2C_929/2010: Entgegennahme von Publikumseinlagen / Werbeverbot / “naming and shaming”

Im Entscheid 2C_929/2010 hat­te sich das Bun­des­gericht mit Fra­gen der bewil­li­gungslosen Ent­ge­gen­nahme von Pub­likum­sein­la­gen sowie dem sog. Wer­be­ver­bot bzw. der auf­sicht­srechtlichen Mass­nahme des soge­nan­nten “nam­ing and sham­ing” zu befassen.

Zunächst erin­nert das Bun­des­gericht an die Regelung in Art. 1 Abs. 2 BankG, wonach es Per­so­n­en, die dem Bankenge­setz nicht unter­ste­hen, ver­boten ist, gewerb­smäs­sig Pub­likum­sein­la­gen ent­ge­gen­zunehmen, d.h. das sog. banken­mäs­siges Pas­sivgeschäft zu betreiben (E. 2.1). Das Bun­des­gericht ver­weist dabei auf seine Recht­sprechung in BGE 132 II 382 E. 6.3.1 sowie das Rund­schreiben der FINMA 2008/3.

Weit­er führt das Bun­des­gericht aus, eine unzuläs­sige Ent­ge­gen­nahme von Pub­likum­sein­la­gen könne auch durch ein arbeit­steiliges Vorge­hen im Rah­men ein­er Gruppe erfol­gen (E. 2.2):

[…] Die Bewil­li­gungspflicht und die finanz­mark­trechtliche Auf­sicht sollen nicht dadurch umgan­gen wer­den kön­nen, dass jedes einzelne Unternehmen bzw. die dahin­ter ste­hen­den Per­so­n­en für sich allein nicht alle Voraus­set­zun­gen für die Unter­stel­lungspflicht erfüllen, im Resul­tat aber gemein­sam den­noch eine bewil­li­gungspflichtige Tätigkeit aus­geübt wird. Der Schutz des Mark­tes, des Finanzsys­tems und der Anleger recht­fer­tigt in solchen Fällen trotz for­maljuris­tis­ch­er Tren­nung der Struk­turen finanz­mark­trechtlich eine ein­heitliche (wirtschaftliche) Betra­ch­tungsweise, falls zwis­chen den einzel­nen Per­so­n­en und/oder Gesellschaften enge wirtschaftliche (finanzielle/geschäftliche), organ­isatorische oder per­son­elle Ver­flech­tun­gen beste­hen und vernün­ftiger­weise einzig eine Gesamt­be­tra­ch­tung den fak­tis­chen Gegeben­heit­en und der Zielset­zung der Finanz­mark­tauf­sicht gerecht wird.

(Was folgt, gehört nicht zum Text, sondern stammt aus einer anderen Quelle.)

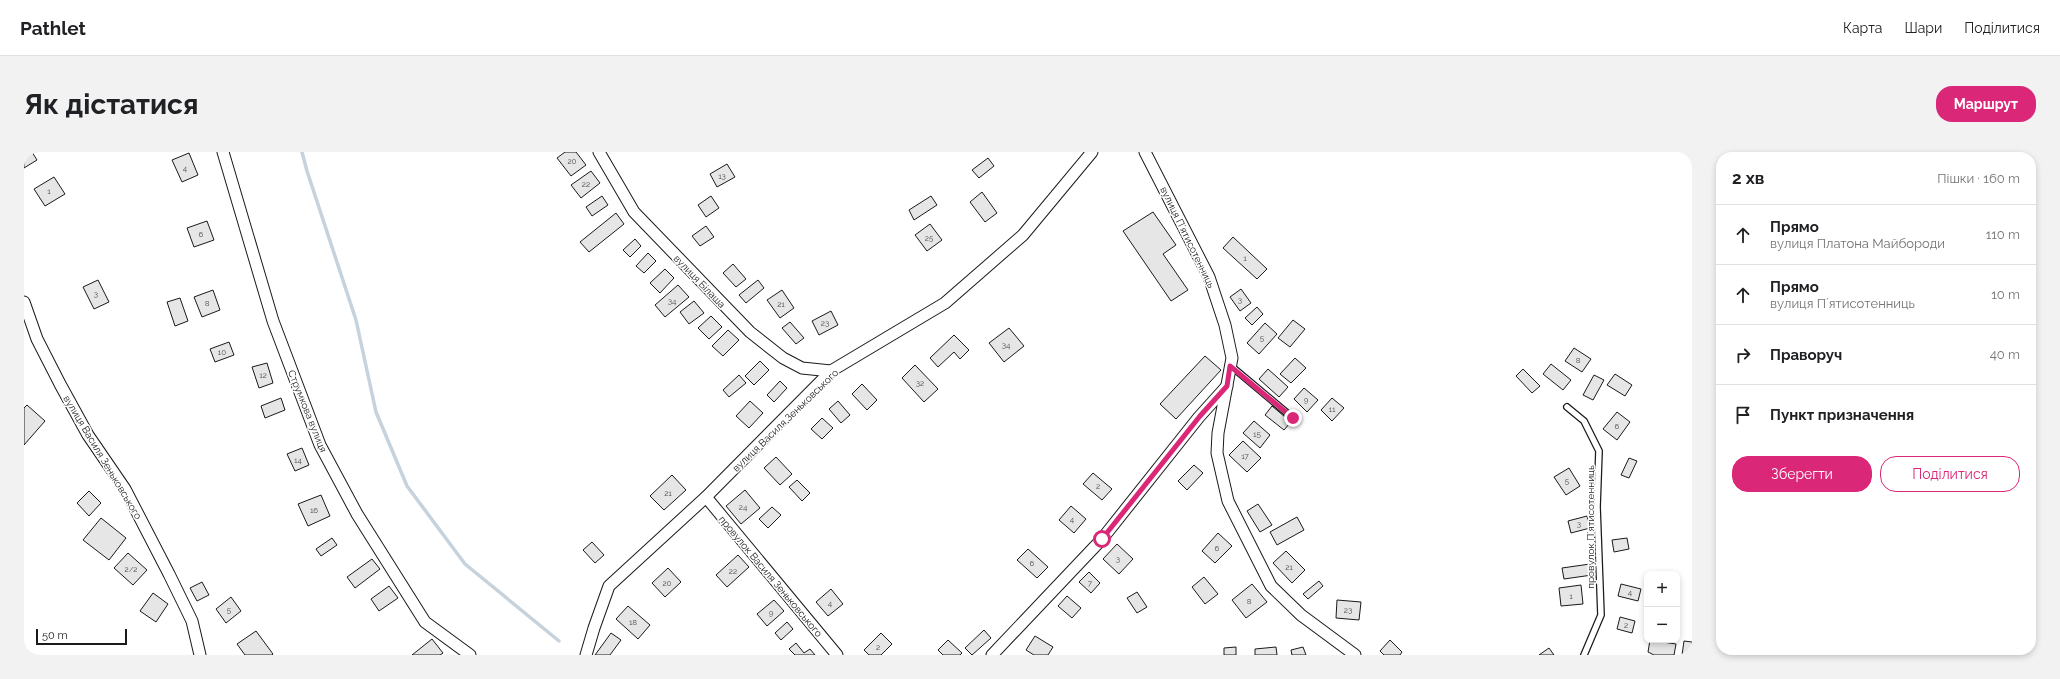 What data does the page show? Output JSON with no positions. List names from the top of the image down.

Das Erfassen von bewil­li­gungs­los täti­gen Inter­mediären im Rah­men ein­er Gruppe mit den entsprechen­den auf­sicht­srechtlichen Kon­se­quen­zen richtet sich gegen den Rechtsmiss­brauch und soll ver­hin­dern, dass Akteure, die in Umge­hung der finanz­mark­trechtlichen Aufla­gen han­deln, bess­er gestellt sind, als wer sich geset­zeskon­form der Auf­sicht der staatlichen Behör­den unter­wirft (BGE 136 II 43 E. 4.3.3 S. 51). Ein grup­pen­weis­es Han­deln liegt nach der Recht­sprechung ins­beson­dere dann vor, wenn die Beteiligten gegen aussen als Ein­heit auftreten bzw. auf­grund der Umstände (Ver­wis­chen der rechtlichen und buch­hal­ter­ischen Gren­zen zwis­chen den Beteiligten; fak­tisch gle­iche Geschäftssitze; wirtschaftlich unbe­grün­dete, ver­schachtelte Beteili­gungsver­hält­nisse; zwis­chengeschal­tete Treuhand­struk­turen usw.) davon auszuge­hen ist, dass koor­diniert — aus­drück­lich oder stillschweigend arbeit­steilig und ziel­gerichtet — eine gemein­same Aktiv­ität im auf­sicht­srechtlichen Sinn aus­geübt wird (BGE 2C_89/2010 vom 10. Feb­ru­ar 2011 E. 3.1 und 3.2; BGE 136 II 43 E. 4.3, je mit Hinweisen).”

Und fern­er:

3.2.3 Die Annahme, dass juris­tis­che oder natür­liche Per­so­n­en im Rah­men ein­er auf­sicht­srechtlich als Gruppe zu erfassende Ein­heit gehan­delt haben, hat zur Kon­se­quenz, dass die geset­zlichen Fol­gen deren Mit­glieder unab­hängig davon tre­f­fen, ob sie sel­ber alle Tatbe­stand­se­le­mente erfüllen oder ob sie über­haupt keine finanz­mark­trechtlich rel­e­vante Tätigkeit aus­geübt haben, solange sie in einem Gesamt­plan koor­diniert und wesentlich zu ein­er solchen beitru­gen. In dieser Sit­u­a­tion ist nicht das von den Beteiligten gewählte mehr oder weniger überzeu­gend aufge­baute formelle Kon­strukt entschei­dend, son­dern die wirtschaftlich tat­säch­lich bezweck­te bzw. aus­geübte Gesamtaktivität. […]”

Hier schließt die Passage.